Goal of the exercise: Copy, from the entries below, each line where the word "action" can be found.

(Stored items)
------------------------
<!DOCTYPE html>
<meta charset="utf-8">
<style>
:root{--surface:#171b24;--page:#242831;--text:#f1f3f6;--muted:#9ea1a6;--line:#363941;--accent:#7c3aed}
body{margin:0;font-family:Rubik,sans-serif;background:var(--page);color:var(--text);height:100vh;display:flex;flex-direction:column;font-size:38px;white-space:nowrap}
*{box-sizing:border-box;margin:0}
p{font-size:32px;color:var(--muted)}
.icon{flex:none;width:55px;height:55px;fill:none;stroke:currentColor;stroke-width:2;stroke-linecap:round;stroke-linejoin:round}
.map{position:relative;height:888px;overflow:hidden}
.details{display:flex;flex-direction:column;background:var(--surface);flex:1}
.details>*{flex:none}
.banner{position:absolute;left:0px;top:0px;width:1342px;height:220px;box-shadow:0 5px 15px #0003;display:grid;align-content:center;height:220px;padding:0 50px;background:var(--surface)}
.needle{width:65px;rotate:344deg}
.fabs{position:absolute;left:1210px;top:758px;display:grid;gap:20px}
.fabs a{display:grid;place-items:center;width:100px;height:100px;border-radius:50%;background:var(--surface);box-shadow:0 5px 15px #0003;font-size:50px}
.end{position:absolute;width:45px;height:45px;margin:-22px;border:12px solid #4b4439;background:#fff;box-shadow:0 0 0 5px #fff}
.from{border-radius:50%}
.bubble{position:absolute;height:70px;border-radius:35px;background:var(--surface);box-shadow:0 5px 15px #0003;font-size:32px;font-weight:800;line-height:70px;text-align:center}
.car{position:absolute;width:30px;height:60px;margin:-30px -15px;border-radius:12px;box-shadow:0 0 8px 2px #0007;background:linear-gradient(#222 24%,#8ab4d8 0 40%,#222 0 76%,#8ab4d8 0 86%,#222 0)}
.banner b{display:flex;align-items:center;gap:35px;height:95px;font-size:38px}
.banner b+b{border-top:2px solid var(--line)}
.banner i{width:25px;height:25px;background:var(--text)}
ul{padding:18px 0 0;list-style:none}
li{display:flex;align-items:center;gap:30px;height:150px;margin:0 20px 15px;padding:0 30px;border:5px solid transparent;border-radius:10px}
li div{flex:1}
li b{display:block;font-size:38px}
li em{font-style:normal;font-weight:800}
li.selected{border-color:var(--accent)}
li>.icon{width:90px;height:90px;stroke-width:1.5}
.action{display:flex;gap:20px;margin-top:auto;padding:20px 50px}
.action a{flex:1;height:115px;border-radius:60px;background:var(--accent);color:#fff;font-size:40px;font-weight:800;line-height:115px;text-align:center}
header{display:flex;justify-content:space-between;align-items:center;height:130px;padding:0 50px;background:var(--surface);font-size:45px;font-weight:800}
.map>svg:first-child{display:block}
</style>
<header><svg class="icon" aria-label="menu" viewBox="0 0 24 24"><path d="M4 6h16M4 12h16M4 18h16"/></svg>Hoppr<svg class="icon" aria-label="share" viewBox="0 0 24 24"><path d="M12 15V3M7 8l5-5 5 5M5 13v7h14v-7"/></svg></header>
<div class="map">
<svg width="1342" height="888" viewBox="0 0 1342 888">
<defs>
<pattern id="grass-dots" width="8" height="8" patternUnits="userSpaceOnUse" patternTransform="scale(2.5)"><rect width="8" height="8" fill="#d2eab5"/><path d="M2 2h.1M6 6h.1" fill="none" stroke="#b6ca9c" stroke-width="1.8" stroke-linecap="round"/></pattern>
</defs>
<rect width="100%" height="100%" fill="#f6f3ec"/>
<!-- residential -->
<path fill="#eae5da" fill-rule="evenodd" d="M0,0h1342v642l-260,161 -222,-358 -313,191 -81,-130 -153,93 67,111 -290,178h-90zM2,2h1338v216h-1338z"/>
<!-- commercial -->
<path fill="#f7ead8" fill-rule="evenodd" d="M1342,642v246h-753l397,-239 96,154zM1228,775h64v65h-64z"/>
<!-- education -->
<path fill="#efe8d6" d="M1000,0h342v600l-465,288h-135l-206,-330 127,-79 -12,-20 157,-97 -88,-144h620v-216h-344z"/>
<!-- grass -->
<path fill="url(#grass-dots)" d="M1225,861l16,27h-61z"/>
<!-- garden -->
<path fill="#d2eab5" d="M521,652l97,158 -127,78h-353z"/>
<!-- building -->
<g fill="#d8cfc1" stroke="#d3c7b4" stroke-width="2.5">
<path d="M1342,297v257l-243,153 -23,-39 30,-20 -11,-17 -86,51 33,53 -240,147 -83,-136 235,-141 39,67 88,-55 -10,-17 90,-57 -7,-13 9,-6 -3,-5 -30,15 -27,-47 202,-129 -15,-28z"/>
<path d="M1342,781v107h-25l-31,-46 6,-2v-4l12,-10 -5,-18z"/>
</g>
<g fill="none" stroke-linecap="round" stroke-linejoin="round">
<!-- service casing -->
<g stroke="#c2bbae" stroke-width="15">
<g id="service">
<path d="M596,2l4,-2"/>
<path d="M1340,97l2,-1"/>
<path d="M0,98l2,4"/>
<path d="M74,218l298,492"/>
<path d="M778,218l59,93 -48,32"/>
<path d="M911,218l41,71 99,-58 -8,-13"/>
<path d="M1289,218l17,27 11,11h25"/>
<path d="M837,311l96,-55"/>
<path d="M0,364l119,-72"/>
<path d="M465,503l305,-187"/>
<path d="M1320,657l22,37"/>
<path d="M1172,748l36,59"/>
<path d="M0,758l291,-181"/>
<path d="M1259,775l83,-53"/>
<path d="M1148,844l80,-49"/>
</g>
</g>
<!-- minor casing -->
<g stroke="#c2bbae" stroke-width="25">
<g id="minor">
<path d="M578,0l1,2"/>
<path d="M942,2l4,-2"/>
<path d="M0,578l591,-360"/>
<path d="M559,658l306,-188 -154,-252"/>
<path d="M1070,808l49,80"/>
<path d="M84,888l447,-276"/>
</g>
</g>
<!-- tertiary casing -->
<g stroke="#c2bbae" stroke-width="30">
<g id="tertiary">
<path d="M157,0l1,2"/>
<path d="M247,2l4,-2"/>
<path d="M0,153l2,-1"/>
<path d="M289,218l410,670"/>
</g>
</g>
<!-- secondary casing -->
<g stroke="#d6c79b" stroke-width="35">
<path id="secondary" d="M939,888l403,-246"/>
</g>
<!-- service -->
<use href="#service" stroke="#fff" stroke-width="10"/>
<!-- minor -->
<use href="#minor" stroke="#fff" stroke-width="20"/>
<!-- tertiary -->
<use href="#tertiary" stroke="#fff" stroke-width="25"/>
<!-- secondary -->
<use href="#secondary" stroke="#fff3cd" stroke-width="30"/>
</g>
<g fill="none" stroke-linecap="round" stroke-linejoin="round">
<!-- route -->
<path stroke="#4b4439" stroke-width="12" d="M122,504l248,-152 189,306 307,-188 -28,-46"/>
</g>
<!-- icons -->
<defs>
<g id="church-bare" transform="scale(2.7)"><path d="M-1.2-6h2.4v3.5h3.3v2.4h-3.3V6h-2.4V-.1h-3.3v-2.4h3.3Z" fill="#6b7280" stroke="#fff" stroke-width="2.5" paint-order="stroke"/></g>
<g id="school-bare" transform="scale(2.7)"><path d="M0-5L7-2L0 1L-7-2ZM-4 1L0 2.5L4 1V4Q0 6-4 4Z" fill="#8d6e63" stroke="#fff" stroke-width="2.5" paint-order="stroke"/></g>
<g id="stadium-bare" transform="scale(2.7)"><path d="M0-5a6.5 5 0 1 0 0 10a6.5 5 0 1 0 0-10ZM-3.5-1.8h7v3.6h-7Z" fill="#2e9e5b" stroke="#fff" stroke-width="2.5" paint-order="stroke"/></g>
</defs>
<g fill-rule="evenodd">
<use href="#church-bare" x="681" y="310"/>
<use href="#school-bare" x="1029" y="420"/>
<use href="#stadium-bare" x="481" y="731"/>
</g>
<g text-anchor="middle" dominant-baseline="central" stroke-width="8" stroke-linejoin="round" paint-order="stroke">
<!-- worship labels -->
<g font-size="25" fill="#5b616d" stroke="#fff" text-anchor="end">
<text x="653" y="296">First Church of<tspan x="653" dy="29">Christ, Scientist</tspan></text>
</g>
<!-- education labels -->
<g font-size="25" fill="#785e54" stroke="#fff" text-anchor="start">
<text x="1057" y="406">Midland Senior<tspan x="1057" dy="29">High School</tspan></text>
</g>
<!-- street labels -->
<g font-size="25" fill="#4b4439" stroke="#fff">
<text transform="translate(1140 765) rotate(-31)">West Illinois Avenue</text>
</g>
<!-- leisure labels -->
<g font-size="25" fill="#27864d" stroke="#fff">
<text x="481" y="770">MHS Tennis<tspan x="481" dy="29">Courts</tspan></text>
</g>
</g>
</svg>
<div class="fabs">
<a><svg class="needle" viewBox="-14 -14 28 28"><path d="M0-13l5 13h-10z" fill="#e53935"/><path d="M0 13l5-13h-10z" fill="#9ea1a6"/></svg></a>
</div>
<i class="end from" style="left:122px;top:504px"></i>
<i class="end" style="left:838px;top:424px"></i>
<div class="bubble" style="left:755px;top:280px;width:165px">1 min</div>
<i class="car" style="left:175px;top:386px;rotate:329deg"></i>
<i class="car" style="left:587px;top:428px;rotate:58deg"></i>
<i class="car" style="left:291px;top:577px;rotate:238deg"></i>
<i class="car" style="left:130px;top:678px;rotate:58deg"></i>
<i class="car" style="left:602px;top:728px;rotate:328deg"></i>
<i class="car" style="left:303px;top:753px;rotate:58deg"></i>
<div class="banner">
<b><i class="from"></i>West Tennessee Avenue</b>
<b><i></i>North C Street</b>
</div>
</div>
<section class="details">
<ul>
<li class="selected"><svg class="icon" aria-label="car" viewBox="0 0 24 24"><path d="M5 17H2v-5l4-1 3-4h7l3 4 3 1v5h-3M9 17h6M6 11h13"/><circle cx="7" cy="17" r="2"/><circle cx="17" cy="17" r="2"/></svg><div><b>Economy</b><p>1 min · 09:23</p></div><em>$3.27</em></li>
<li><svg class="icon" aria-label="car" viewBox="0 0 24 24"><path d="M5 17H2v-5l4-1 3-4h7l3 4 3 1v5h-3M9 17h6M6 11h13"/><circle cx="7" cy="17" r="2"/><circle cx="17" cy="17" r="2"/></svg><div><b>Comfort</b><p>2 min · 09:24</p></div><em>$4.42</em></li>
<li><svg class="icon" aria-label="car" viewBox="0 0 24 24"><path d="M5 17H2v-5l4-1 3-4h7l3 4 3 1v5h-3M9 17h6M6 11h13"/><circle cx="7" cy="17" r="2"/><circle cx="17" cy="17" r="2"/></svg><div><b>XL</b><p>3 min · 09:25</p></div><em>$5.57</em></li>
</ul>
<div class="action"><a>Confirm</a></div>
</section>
------------------------
Answer to the problem:
.action{display:flex;gap:20px;margin-top:auto;padding:20px 50px}
.action a{flex:1;height:115px;border-radius:60px;background:var(--accent);color:#fff;font-size:40px;font-weight:800;line-height:115px;text-align:center}
<div class="action"><a>Confirm</a></div>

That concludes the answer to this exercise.